Bexley took another sip of coffee, the steam clouding his vision for a moment. The sun was getting warmer, or maybe the liquid was too hot, and for a moment his head spun.

“Can I get you anything else, sir?”

The waitress stood to his left, her hair hanging down over her shoulders. “A top-up maybe?” She held the filter jug in her hand, but the aroma was slightly stale.

“No, thanks.” He forced a smile. The sun was behind her, and his eyes started to water.

“Call if you want anything.”

“I will. Thanks.”

She walked off, her thigh bumping against his chair. Clumsy. Bexley couldn’t imagine his first waitress doing that.

Kanatova walked across the square, scattering a group of pigeons some lad and his mother were feeding. Their flapping made him jump, and Bexley heard the child laughing. Kanatova held a hand up in apology, and the mother pulled her child in close. Kanatova apologised once more, then continued to walk into the square.

He didn’t do nonchalant well. His lips were pursed, almost like he was whistling. Bexley thought he even caught the noise, but it was too high pitched.

The whine, he realised, was coming from his own ears, and he tilted his head, prodding with one finger. That simple movement was enough to make him feel slightly nauseous.

But there was no need to be nervous. Bexley knew how things would go. Kanatova would come over, they’d greet each other like old business colleagues, Bexley would offer a seat to Kanatova, who would eventually accept. They’d spend a few minutes talking affably, and then Kanatova would excuse himself. He’d leave, and after a couple of minutes so would Bexley‌—‌carrying a slim metallic briefcase.
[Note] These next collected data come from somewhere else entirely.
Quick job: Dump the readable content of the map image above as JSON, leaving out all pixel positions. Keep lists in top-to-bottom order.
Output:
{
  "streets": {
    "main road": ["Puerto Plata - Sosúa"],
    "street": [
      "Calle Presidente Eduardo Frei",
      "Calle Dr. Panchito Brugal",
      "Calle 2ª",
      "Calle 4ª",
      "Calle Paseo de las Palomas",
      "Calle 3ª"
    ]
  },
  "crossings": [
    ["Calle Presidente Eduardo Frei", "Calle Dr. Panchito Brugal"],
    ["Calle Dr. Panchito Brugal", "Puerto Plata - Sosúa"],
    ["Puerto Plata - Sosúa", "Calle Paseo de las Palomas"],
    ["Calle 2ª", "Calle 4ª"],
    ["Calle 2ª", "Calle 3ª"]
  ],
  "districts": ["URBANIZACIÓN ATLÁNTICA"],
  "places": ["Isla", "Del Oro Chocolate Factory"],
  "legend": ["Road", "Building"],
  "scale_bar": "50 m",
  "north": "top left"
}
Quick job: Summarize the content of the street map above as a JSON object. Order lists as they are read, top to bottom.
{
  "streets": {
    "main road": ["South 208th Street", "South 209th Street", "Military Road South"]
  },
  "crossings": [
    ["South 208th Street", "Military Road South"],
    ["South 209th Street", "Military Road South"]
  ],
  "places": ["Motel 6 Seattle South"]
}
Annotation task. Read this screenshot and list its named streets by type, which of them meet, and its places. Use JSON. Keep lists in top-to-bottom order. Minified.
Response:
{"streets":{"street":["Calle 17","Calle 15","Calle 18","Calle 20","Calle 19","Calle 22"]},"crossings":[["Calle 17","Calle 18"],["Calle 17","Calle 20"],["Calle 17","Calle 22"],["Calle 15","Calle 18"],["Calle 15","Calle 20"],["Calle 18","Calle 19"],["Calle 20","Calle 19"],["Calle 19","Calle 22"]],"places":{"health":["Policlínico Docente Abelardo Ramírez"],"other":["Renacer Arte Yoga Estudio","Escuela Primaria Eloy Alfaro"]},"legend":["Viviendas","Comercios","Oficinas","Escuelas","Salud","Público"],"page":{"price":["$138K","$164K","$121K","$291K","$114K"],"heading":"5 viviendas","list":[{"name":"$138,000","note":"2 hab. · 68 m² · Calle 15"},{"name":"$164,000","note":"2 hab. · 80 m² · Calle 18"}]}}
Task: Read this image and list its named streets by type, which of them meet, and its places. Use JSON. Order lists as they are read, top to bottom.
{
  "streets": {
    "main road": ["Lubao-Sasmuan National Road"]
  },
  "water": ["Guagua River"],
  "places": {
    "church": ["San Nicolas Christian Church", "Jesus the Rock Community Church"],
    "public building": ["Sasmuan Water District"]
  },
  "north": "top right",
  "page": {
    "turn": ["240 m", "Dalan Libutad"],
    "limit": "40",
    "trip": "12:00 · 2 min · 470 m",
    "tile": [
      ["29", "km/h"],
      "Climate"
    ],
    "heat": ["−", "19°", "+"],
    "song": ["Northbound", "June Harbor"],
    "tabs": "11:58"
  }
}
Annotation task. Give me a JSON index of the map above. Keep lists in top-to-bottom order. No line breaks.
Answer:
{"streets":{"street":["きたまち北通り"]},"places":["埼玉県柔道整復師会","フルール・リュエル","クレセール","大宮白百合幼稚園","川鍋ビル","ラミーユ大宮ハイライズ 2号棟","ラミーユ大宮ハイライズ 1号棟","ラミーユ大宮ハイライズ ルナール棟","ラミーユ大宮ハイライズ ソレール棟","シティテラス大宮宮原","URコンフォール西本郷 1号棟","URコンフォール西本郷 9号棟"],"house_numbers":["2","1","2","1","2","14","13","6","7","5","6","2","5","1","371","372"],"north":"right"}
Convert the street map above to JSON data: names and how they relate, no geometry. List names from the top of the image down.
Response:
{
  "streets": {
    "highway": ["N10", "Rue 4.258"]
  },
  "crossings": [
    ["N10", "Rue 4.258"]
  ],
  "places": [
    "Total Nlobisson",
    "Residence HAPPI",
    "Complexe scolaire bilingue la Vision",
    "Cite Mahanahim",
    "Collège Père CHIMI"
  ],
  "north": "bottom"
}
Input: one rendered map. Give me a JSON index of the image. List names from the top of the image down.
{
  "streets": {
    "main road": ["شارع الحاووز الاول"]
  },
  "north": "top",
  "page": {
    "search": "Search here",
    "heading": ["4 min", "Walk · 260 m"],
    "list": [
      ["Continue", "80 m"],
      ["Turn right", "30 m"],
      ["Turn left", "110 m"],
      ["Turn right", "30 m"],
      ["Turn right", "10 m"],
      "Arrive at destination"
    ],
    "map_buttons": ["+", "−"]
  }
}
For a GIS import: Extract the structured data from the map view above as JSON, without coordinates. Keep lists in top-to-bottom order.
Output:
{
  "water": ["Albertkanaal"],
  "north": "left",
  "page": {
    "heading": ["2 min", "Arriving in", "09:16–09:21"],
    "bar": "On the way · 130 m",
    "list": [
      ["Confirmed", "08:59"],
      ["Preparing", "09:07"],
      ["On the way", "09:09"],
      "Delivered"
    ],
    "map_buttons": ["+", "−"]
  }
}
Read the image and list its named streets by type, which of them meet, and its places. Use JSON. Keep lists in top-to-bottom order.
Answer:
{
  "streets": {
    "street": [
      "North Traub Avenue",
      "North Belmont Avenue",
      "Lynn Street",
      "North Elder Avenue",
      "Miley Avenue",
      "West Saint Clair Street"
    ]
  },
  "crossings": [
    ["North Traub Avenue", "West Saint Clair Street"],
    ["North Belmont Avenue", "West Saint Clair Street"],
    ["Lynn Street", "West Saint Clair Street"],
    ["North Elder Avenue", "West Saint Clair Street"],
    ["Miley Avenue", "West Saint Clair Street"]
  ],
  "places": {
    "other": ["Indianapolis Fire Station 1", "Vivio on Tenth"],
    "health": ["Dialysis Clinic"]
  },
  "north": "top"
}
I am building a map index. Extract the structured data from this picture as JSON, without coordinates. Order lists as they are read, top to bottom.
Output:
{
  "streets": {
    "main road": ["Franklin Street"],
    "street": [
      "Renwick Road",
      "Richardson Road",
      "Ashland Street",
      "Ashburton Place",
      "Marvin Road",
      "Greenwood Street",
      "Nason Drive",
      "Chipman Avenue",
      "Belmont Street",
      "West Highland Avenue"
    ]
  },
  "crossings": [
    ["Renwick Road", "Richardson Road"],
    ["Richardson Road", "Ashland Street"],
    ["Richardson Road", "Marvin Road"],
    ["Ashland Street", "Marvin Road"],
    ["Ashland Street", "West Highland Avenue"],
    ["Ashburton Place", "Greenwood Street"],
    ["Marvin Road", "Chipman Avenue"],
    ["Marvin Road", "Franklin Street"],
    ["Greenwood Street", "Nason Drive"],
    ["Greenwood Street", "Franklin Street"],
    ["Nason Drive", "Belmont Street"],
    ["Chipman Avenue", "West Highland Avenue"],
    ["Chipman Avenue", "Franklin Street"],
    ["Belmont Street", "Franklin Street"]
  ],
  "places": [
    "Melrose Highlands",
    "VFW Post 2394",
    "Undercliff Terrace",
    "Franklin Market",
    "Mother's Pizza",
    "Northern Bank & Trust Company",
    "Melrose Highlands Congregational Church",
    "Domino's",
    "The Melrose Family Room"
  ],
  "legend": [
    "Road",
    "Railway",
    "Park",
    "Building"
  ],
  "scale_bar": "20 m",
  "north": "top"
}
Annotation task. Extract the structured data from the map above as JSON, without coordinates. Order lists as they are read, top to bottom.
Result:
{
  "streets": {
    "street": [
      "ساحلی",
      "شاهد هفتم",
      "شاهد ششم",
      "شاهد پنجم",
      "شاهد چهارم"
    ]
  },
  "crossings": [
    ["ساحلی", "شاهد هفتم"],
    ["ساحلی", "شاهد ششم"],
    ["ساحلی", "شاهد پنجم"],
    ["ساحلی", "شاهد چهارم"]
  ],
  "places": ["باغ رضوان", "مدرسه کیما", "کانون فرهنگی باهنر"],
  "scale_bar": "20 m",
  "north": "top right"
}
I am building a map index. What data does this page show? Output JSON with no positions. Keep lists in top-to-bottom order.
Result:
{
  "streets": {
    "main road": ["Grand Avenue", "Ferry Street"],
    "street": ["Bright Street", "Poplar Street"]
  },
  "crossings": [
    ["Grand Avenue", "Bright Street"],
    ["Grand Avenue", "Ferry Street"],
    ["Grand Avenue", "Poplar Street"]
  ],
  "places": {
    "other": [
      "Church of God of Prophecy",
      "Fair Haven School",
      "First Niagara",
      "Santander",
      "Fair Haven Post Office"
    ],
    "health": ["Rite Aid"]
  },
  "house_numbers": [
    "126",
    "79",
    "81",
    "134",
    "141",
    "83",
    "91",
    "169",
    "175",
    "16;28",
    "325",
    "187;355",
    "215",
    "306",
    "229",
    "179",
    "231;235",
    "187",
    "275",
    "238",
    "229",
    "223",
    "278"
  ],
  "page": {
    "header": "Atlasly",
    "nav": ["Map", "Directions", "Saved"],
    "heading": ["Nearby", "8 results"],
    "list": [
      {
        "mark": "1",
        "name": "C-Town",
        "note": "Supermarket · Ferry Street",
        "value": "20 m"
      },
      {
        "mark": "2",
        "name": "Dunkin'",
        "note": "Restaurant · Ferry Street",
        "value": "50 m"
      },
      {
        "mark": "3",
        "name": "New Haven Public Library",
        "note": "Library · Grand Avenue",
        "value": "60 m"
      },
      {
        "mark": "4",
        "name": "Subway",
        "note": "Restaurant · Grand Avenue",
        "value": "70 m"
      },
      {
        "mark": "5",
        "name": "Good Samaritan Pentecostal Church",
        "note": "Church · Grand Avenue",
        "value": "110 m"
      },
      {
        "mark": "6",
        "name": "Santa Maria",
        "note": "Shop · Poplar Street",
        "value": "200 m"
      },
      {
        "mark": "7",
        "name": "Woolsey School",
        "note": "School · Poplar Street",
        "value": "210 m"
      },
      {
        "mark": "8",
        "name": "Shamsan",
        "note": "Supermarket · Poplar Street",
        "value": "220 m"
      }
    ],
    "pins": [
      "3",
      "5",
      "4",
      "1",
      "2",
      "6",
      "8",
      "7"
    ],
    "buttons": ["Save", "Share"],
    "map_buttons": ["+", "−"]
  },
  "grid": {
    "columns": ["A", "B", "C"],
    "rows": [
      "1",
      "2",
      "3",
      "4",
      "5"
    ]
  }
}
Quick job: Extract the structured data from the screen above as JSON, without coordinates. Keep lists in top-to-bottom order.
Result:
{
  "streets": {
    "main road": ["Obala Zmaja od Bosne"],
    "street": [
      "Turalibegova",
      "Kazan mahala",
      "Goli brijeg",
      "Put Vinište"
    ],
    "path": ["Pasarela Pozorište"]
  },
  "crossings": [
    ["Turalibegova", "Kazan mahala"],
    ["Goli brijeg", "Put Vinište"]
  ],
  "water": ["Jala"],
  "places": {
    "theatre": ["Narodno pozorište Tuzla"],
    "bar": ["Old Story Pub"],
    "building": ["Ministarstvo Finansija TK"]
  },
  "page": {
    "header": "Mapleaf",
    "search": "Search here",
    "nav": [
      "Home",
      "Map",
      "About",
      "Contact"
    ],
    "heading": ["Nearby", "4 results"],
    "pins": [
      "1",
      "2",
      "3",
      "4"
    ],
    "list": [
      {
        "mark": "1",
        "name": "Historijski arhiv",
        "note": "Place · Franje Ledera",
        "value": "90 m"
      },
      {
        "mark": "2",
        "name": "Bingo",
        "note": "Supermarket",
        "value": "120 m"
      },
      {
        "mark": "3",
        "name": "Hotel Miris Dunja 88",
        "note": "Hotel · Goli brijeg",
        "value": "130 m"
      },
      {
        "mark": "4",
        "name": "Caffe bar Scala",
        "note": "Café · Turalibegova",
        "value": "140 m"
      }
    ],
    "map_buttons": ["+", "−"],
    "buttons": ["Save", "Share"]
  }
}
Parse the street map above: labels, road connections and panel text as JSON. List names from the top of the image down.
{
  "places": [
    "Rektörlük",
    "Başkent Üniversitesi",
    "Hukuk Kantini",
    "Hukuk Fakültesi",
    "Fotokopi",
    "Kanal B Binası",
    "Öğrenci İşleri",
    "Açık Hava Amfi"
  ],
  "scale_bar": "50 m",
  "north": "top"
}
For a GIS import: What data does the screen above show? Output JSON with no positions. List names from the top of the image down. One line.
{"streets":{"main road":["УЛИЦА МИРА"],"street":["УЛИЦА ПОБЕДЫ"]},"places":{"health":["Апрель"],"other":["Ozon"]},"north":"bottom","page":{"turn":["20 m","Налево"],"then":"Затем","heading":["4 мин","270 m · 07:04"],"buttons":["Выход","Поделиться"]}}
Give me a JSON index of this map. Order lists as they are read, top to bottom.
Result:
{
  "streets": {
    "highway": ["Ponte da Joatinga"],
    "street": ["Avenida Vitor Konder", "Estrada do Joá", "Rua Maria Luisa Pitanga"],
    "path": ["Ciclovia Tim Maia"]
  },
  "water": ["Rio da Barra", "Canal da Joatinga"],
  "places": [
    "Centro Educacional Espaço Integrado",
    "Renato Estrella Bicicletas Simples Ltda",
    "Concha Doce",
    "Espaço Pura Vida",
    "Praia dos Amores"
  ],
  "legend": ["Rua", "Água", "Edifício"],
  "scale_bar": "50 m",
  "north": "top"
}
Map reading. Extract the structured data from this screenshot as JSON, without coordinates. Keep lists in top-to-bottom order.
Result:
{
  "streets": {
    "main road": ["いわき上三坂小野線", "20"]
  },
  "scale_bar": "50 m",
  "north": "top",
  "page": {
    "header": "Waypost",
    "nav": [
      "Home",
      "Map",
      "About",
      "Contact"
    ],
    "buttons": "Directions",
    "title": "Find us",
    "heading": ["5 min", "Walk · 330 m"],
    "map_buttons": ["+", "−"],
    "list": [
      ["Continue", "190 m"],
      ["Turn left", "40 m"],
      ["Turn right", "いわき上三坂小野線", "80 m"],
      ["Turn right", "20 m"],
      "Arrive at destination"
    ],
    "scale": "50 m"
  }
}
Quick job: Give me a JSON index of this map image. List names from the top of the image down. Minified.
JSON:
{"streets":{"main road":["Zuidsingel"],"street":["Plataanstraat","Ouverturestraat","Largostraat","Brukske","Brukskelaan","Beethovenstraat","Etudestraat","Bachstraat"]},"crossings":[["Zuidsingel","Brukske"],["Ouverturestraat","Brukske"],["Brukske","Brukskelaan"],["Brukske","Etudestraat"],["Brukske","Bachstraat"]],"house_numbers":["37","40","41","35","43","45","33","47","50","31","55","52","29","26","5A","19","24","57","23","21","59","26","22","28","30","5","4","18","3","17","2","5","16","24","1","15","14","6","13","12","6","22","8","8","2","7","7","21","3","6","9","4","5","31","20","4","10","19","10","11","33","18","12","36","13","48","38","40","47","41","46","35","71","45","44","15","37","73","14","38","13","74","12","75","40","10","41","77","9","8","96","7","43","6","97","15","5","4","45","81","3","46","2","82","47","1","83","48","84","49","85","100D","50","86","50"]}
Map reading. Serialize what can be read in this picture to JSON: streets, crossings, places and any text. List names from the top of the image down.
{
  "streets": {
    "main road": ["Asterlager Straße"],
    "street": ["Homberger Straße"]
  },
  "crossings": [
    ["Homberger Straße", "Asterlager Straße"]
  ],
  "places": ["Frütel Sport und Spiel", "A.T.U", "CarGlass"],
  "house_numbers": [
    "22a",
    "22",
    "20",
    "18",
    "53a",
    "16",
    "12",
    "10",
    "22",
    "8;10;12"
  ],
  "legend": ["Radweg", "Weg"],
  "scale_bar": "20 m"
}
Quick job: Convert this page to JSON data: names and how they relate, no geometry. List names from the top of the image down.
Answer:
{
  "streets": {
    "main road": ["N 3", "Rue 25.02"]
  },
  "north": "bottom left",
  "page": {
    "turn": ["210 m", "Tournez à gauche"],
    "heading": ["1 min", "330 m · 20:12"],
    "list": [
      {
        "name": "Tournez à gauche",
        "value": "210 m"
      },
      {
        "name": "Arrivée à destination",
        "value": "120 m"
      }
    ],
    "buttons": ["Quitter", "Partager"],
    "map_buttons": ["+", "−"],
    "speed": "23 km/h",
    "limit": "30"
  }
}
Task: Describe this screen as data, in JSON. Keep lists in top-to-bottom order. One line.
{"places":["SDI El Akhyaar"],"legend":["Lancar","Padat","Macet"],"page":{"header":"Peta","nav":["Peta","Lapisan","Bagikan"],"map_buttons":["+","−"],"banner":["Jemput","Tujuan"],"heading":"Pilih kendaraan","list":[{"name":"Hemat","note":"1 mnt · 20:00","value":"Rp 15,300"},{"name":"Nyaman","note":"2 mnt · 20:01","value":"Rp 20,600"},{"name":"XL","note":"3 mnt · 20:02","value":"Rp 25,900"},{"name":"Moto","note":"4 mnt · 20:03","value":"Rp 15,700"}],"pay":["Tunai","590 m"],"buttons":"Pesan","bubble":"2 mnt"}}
He took another sip of his coffee. He should’ve added sugar‌—‌the roast was too strong for this time of day. Already he felt heartburn building.

Kanatova turned as someone spoke to him. Probably a tourist, wanting a photo taken. Kanatova said something, and took a step to one side, allowing Bexley to see the woman. She touched his arm, and he flinched. She ran a hand through her spiky blonde hair.

Bexley’s stomach rumbled. He glanced around, feeling embarrassed. But the action of moving his head hurt, and he closed his eyes until the feeling passed.

When he opened them, the woman with the short hair was leading Kanatova away. Behind them, on the road, a white car pulled up. The shape was familiar, but the make escaped Bexley. Audi? BMW?

Maybe it was the sun, but everything appeared blurred. He couldn’t tell how many occupants were in the car.

The rear door opened, and the woman pushed Kanatova toward it, the sleeve of her white blouse pulling back from her wrist.

Bexley stood. At least he tried to, but the world lurched, and he crashed back down into his chair, his breath short. It felt like someone was crushing his chest.

He glanced up, shielding his eyes from the sun’s glare. The woman put a hand on Kanatova’s head as he entered the car. Then she turned to Bexley and winked.

Bexley groaned, and his stomach clenched as pain coursed through his body. His head, suddenly heavy, lolled forward, and his vision blurred.

A car drove off, and someone asked if he was okay. He tried to shake his head, didn’t know if he managed it or not.

He stared at his empty coffee cup. The bitter aftertaste rose in his dry mouth, and his throat tightened as he fell forward and the world turned black.